Exactly how much are we talking about? Well, in a report that was published Friday morning, the UK's mobile network operators have attempted to put a figure on the overall cost to the UK economy. And the number they have come up with is not small. In a worst-case scenario, the UK would be looking at a £6.8 billion ($8.9 billion) hit, according to the report from Mobile UK, a trade association that represents BT, O2, Three and Vodafone.

The impact would be twofold: First, the cost to the operators of replacing equipment and losing a supplier; and second, the cost to the overall economy of a delay to the introduction of 5G networks. In both cases, Mobile UK seems to err on the side of panic.

Swap shop
The argument that replacing Huawei would cost a service provider "hundreds of millions" should be swallowed only with a generous dollop of skepticism.

For a start, the UK government's ongoing "supply chain review" was triggered by international concern about Chinese vendors' presence in future 5G networks, and not other infrastructure. The worst-case scenario is likely to mean a complete ban on Huawei in the 5G network, not a complete ban on Huawei per se. The fact that Mobile UK's report is entirely about 5G is a tacit acknowledgement of this important detail, even if the association does not spell it out. Australia appeared to address US concern about Huawei by excluding Chinese vendors from 5G, not cutting them out of all mobile infrastructure.
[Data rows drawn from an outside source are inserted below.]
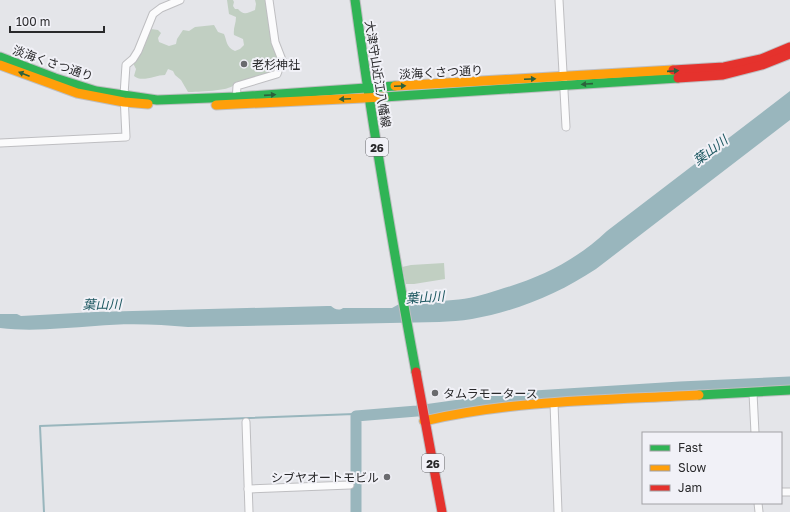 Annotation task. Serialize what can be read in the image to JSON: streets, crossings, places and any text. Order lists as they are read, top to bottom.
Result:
{
  "streets": {
    "street": ["淡海くさつ通り", "大津守山近江八幡線", "26"]
  },
  "crossings": [
    ["淡海くさつ通り", "大津守山近江八幡線"],
    ["大津守山近江八幡線", "26"]
  ],
  "water": ["葉山川"],
  "places": ["老杉神社", "タムラモータース", "シブヤオートモビル"],
  "legend": ["Fast", "Slow", "Jam"],
  "scale_bar": "100 m"
} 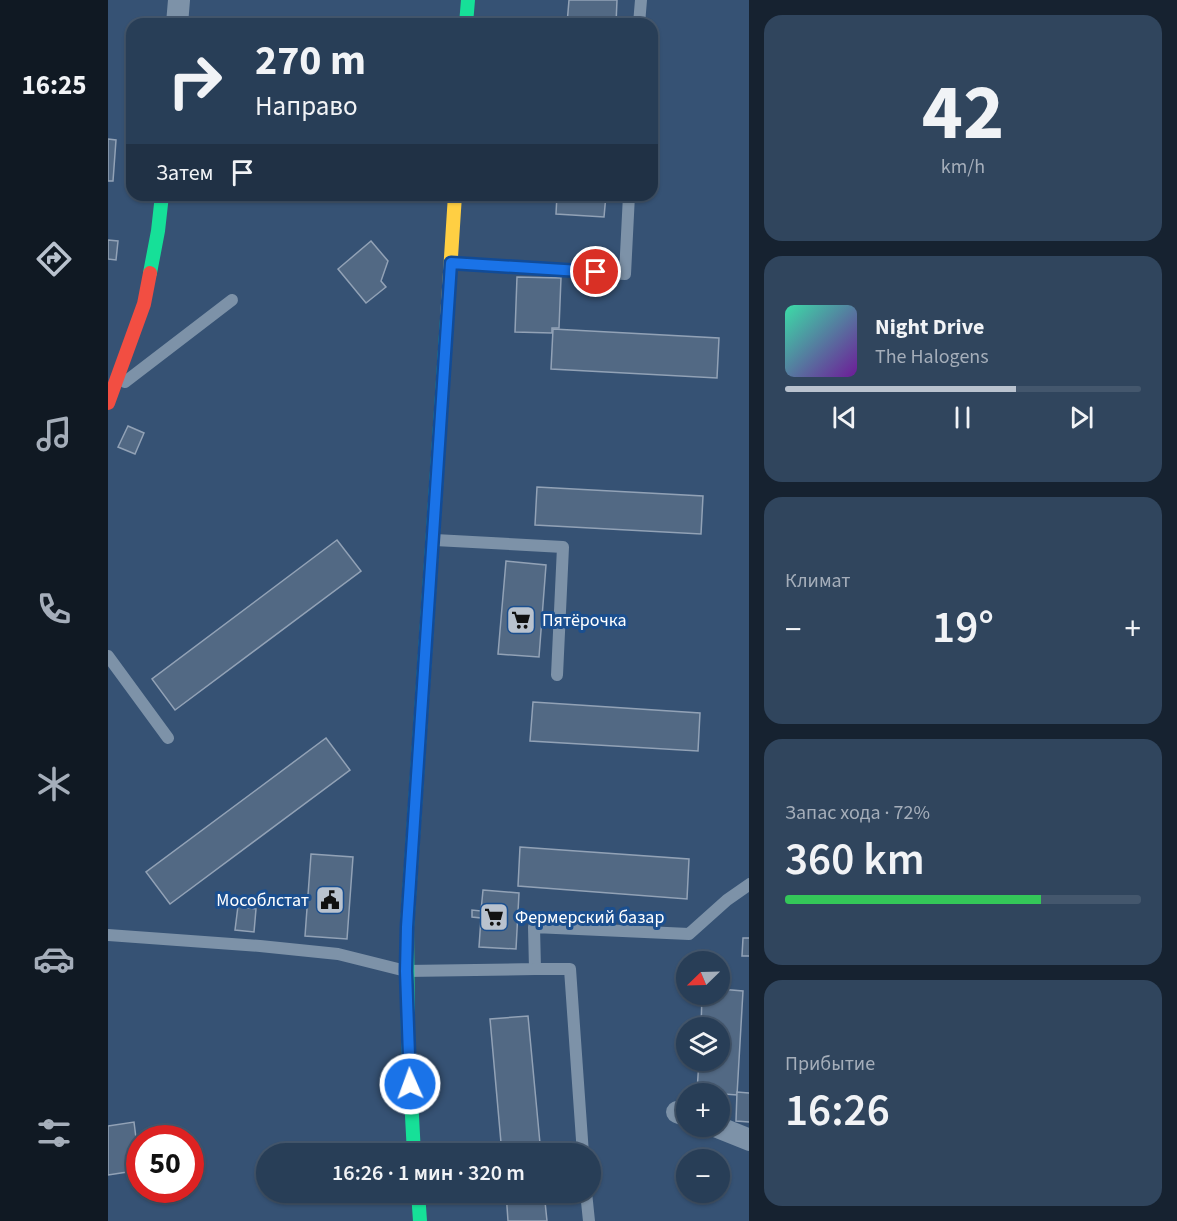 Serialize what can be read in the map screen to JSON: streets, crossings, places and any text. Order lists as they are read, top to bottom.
{
  "places": {
    "supermarket": ["Пятёрочка", "Фермерский базар"],
    "public building": ["Мособлстат"]
  },
  "north": "bottom left",
  "page": {
    "tabs": "16:25",
    "tile": [
      ["42", "km/h"],
      "Климат",
      ["Запас хода · 72%", "360 km"],
      ["Прибытие", "16:26"]
    ],
    "turn": ["270 m", "Направо"],
    "then": "Затем",
    "song": ["Night Drive", "The Halogens"],
    "heat": ["−", "19°", "+"],
    "map_buttons": ["+", "−"],
    "limit": "50",
    "trip": "16:26 · 1 мин · 320 m"
  }
} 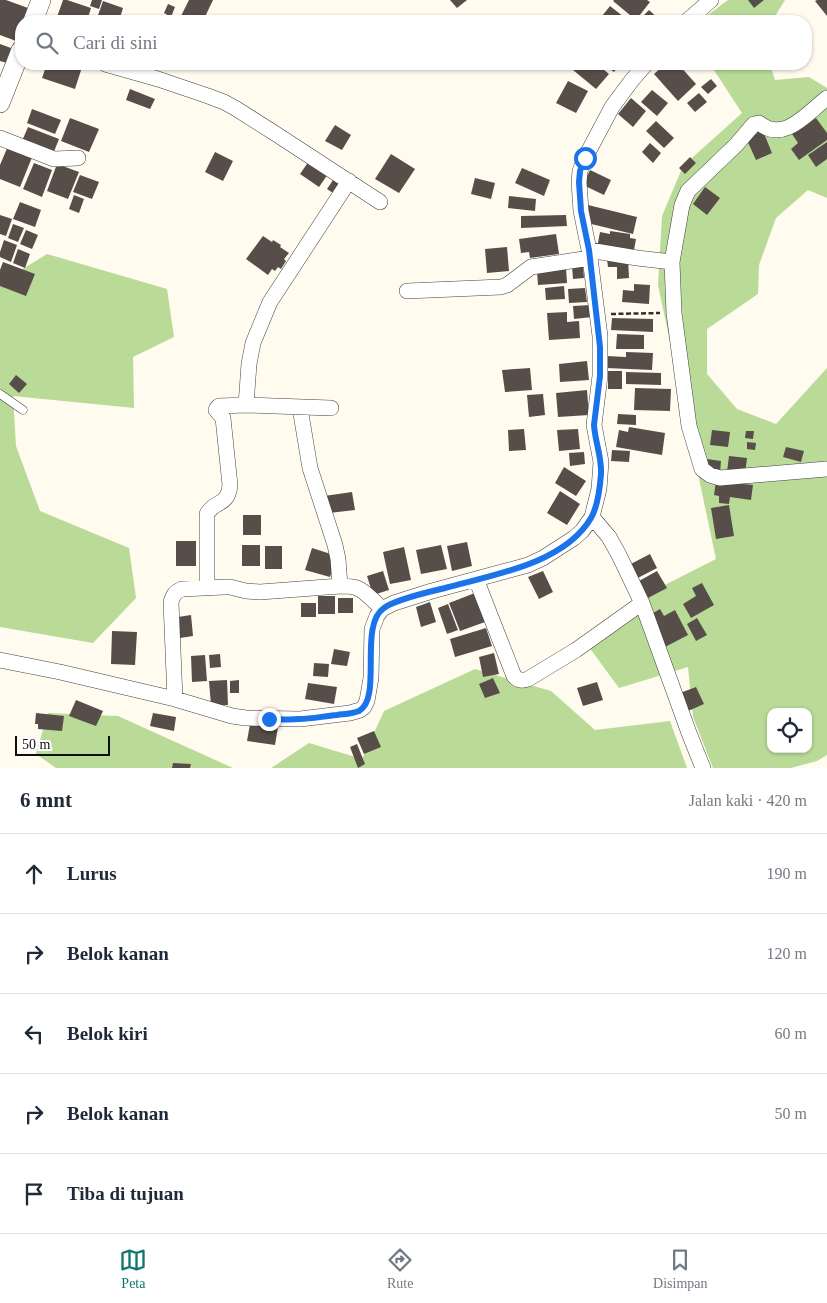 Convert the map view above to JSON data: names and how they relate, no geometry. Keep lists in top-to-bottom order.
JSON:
{
  "scale_bar": "50 m",
  "page": {
    "search": "Cari di sini",
    "scale": "50 m",
    "heading": ["6 mnt", "Jalan kaki · 420 m"],
    "list": [
      ["Lurus", "190 m"],
      ["Belok kanan", "120 m"],
      ["Belok kiri", "60 m"],
      ["Belok kanan", "50 m"],
      "Tiba di tujuan"
    ],
    "nav": ["Peta", "Rute", "Disimpan"]
  }
}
Huawei's UK headquarters in Reading.
Huawei's UK headquarters in Reading.

Second, Huawei's biggest UK customers have already decided not to use it in the most sensitive parts of the network. Vodafone relies on Cisco in the core as well as Ciena and Nokia in the transmission network. BT also counts Ciena as the main transport network supplier. It found itself using Huawei in the core when it bought EE in 2016 but immediately informed the Chinese vendor it would be switching to another supplier. That switch is now underway.
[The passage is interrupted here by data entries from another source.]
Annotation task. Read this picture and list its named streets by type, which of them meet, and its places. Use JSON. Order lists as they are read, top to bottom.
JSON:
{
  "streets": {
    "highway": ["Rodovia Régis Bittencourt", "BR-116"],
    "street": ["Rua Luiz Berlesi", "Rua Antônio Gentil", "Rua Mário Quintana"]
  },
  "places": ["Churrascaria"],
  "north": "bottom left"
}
Whether Three has a similar internal policy is unclear, but the smallest of the UK's mobile network operators has picked Nokia as its core network vendor. O2, meanwhile, is even less dependent on Huawei.

Where Huawei does figure prominently is on the radio side. BT (through its EE subsidiary), Three and Vodafone have all built or started building radio access networks (RAN) in partnership with Huawei. And the RAN is certainly the most expensive part of the mobile network. Ripping out 5G basestations and replacing them with another vendor's gear could be a costly and time-consuming activity.

But UK operators have probably not deployed that many Huawei 5G basestations so far. At the end of March, the Chinese vendor claimed to have shipped 40,000 globally. One quarter of those are in South Korea, whose operators launched commercial 5G services today. That leaves 30,000 across the 29 5G deals it has signed in other markets. To build 5G on its 4G network "grid," Vodafone would need to cover about 18,000 mobile sites.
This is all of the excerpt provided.